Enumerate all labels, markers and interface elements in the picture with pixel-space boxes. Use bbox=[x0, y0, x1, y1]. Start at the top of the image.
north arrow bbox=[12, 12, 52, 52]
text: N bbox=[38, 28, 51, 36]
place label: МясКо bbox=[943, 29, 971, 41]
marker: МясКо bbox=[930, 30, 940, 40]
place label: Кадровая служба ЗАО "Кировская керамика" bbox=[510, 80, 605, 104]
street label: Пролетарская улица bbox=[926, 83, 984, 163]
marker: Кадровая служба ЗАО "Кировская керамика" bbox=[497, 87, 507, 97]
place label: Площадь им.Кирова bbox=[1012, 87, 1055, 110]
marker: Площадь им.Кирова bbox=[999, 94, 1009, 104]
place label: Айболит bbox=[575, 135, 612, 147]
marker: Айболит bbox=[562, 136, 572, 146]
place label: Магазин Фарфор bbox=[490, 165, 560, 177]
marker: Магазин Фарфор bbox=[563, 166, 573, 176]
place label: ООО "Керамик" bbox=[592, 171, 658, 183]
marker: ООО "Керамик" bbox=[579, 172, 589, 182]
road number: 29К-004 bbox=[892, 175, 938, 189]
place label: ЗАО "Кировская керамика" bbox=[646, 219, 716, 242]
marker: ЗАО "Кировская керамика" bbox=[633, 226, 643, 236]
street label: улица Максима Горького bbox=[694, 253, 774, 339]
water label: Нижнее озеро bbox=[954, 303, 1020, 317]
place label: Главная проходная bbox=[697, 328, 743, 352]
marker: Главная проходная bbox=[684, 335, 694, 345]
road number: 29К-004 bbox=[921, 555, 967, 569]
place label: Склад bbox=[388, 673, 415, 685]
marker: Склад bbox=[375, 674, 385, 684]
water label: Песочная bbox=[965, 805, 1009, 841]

Instructions for the task:
Your answer should be only a number: how many lines of the data above contain the string "улица"?

Exercise answer:
2